Remember the Trix Rabbit and Smokey the Bear? Sure you do. Animated ads have long been a staple of children’s TV. But the format is used much more sparingly among ads targeted at a broader audience. We reviewed data from more than 12,000 ads that aired over the past two years. Among these, we identified 209 (1.7%) that are fully animated, spanning categories as diverse as Investments, Car Rental, Footwear and, of course, Video Games.
There are many examples of highly effective animated ads. A few weeks ago, Perdue Chicken earned Ad of the Week honors with an animated spot called “Jim Perdue: You Are What You Eat” (Ace Score 646). And M&M’s snagged Brand of the Year recognition in 2012 thanks to its humorous series of ads featuring talking M&M’s. But these high-scoring ads tend to be the exception, not the rule. In fact, animated ads underperform their non-animated counterparts by 16 points on average (see Chart 1). And this trend is consistent across most categories. Among the 19 categories that aired at least three animated ads over the past two years, 13 of them (68%) had animated ads with a lower average score than non-animated ads within the category.
Drilling into the component scores, we found that the performance gap is widest in Information and Relevance, and narrowest in Attention and Likeability (see Chart 2). Animation, particularly when it’s lighthearted, is clearly not the format of choice for delivering informative content. The Relevance gap is selective. In some categories (e.g., Snacks, Soda, Candy & Gum) relevance doesn’t suffer when ads are animated. But in others (e.g., Investments, Footwear, Car Rental) the relevance gap is wide.

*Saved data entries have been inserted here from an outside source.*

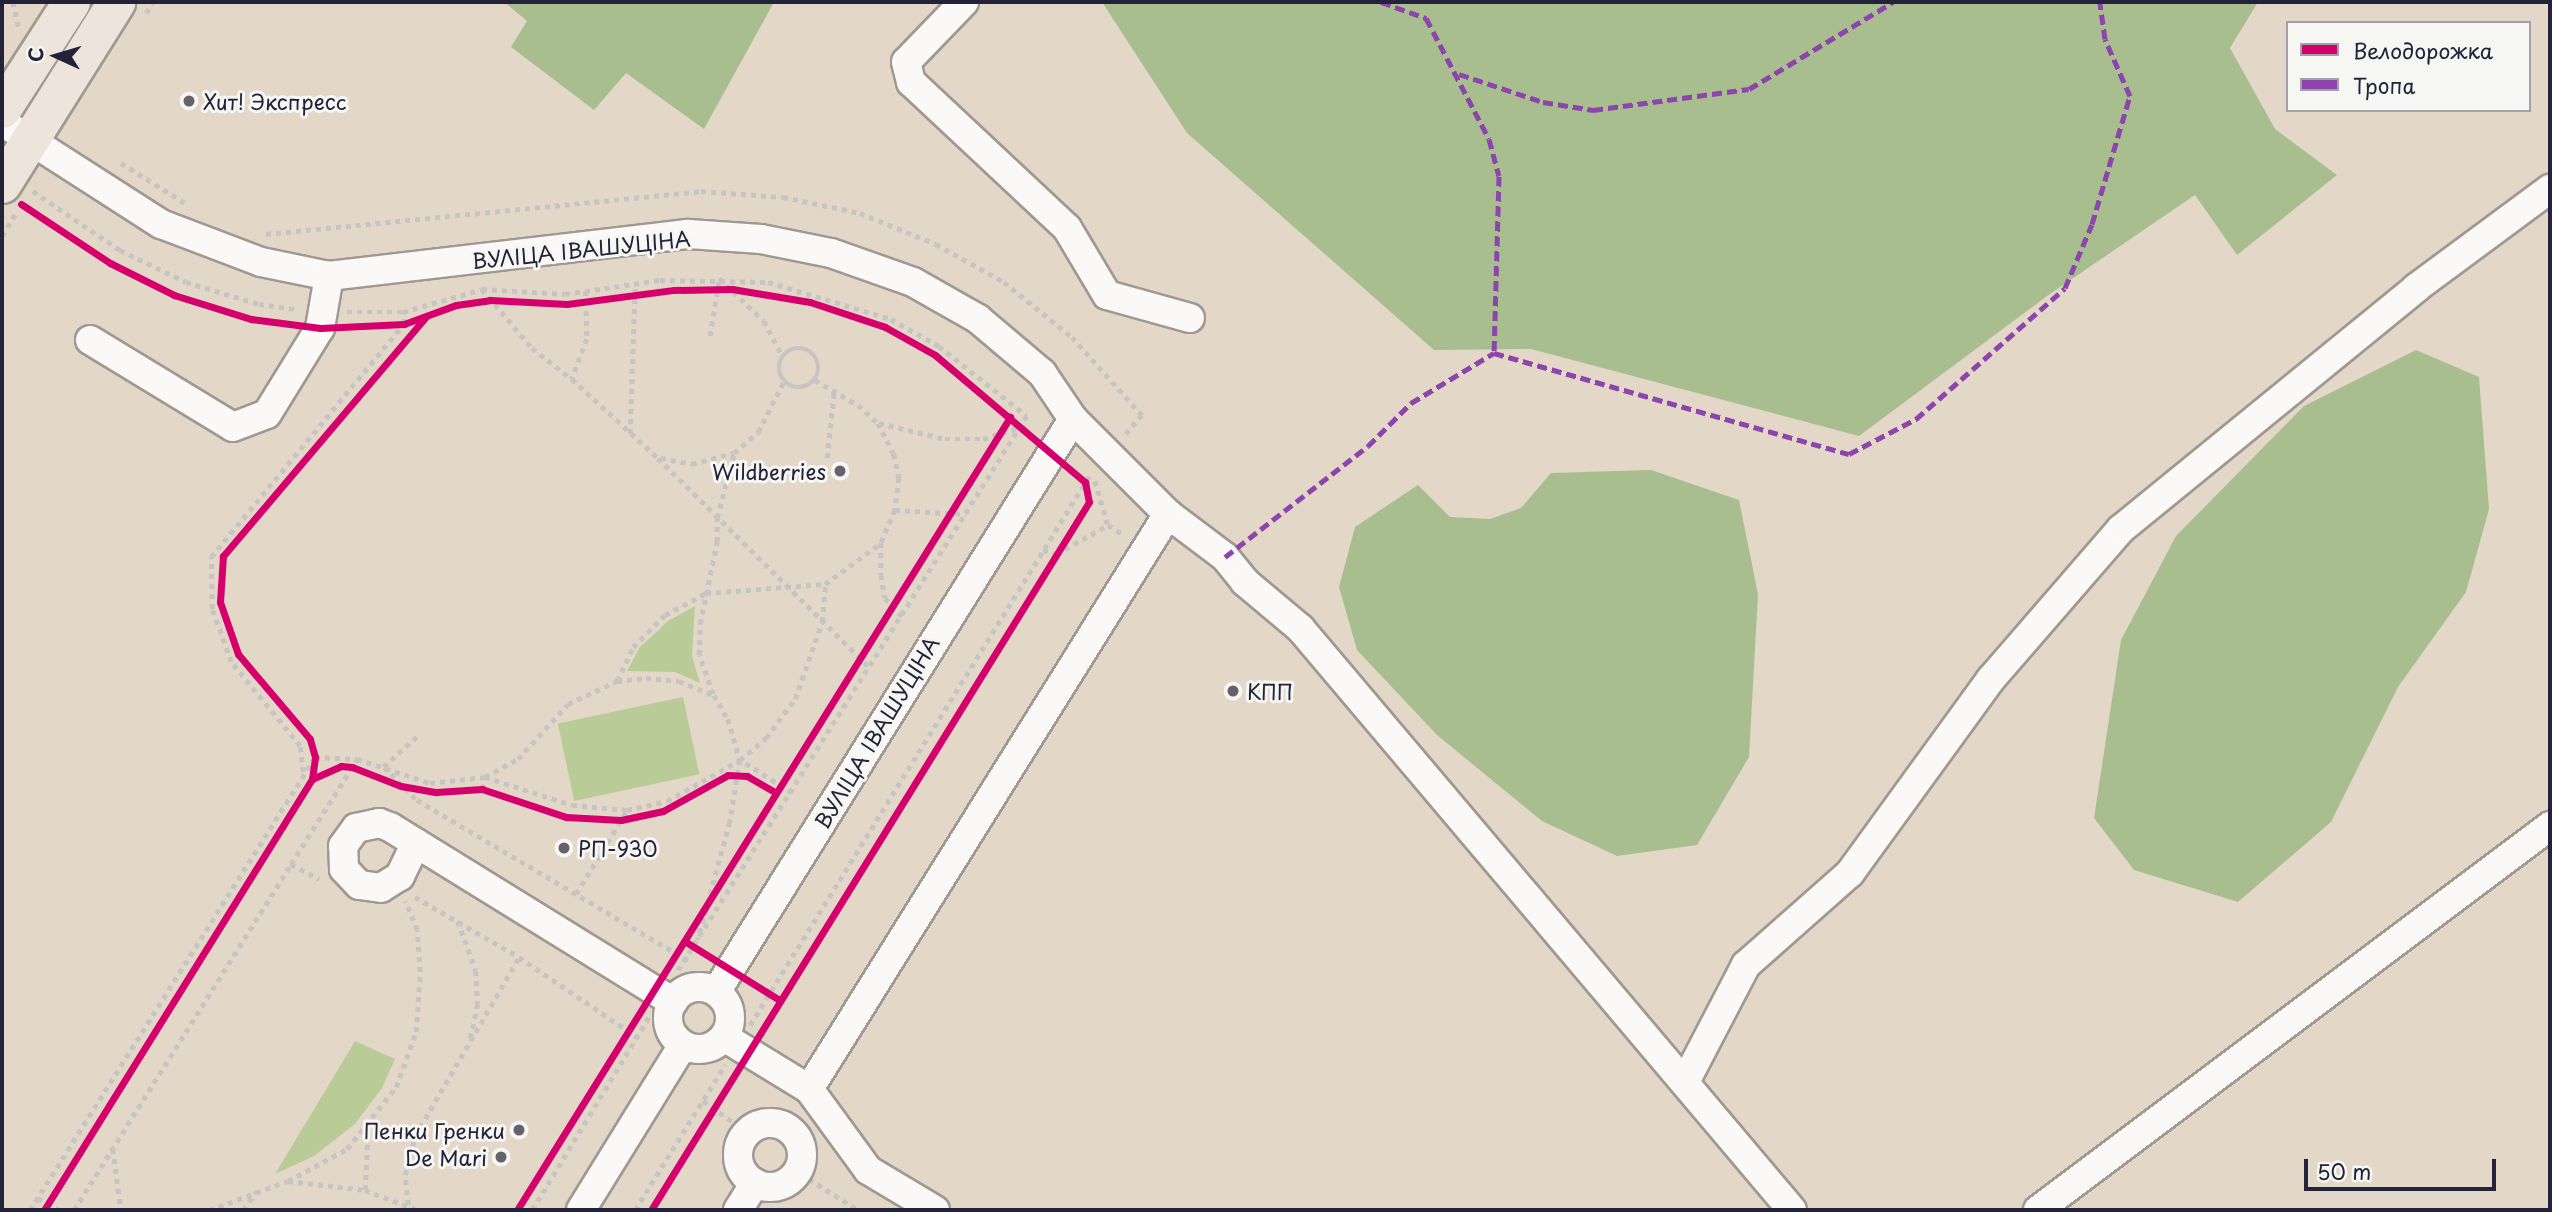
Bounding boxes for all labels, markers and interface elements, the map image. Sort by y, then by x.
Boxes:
north arrow [21,21,91,91]
legend [2286,21,2531,112]
text: Велодорожка [2353,34,2493,66]
text: С [21,46,50,63]
text: Тропа [2353,69,2415,101]
place label: Хит! Экспресс [203,88,347,114]
marker: Хит! Экспресс [181,93,197,109]
street label: ВУЛІЦА ІВАШУЦІНА [471,225,691,273]
place label: Wildberries [712,458,826,484]
marker: Wildberries [832,463,848,479]
street label: ВУЛІЦА ІВАШУЦІНА [809,632,943,832]
place label: КПП [1247,678,1293,704]
marker: КПП [1225,683,1241,699]
place label: РП-930 [578,835,658,861]
marker: РП-930 [556,840,572,856]
place label: Пенки Гренки [363,1117,505,1143]
marker: Пенки Гренки [511,1122,527,1138]
place label: De Mari [405,1144,487,1170]
scale bar [2307,1146,2500,1190]
marker: De Mari [493,1149,509,1165]
text: 50 m [2317,1155,2371,1187]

From a demographic perspective, we found that animated ads underperform non-animated ads much more significantly for female viewers than for male viewers. The male gap is 3 points, whereas the female gap is 25 points (see Chart 3). This skew is widest within the Investments and Liquor categories, but is reversed in Footwear, QSR and a handful of other categories. In another demographic vein, we found that age is a significant factor in animated-vs.-non-animated ad effectiveness. The score gap is much wider among older audiences than it is among younger audiences (see Chart 4) – over the years we appear to outgrow the need for our cartoon fix.
To be sure, animated ads tend to be most effective when they’re targeted at males and younger males in particular. Creative directors are certainly wise to this reality. A list of the categories that aired the most animated ads as a percentage of total ads show that Video Games rise to the top (see Table 1). Other categories that skew male (e.g., Investments, Car Rental and Liquor) also appear among the top 10 categories of the 90 that we track. See our recent blog post “He Said, She Said” for more details on male-female skew.
Finally, we pulled together a list of the diamonds in the rough. The top-scoring animated ads over the past two years reveal a diverse group of brands that aired great creative spots utilizing the animated format. Previously mentioned Perdue and M&M’s are both on the list, as are strong efforts from the likes of AT&T, Macy’s, Clorox and others. These are the spots that overcame the demographic handicaps inherent to the animated format. We’ll be watching for more of these stand-out performers in the future, with due recognition in our weekly, quarterly and annual awards.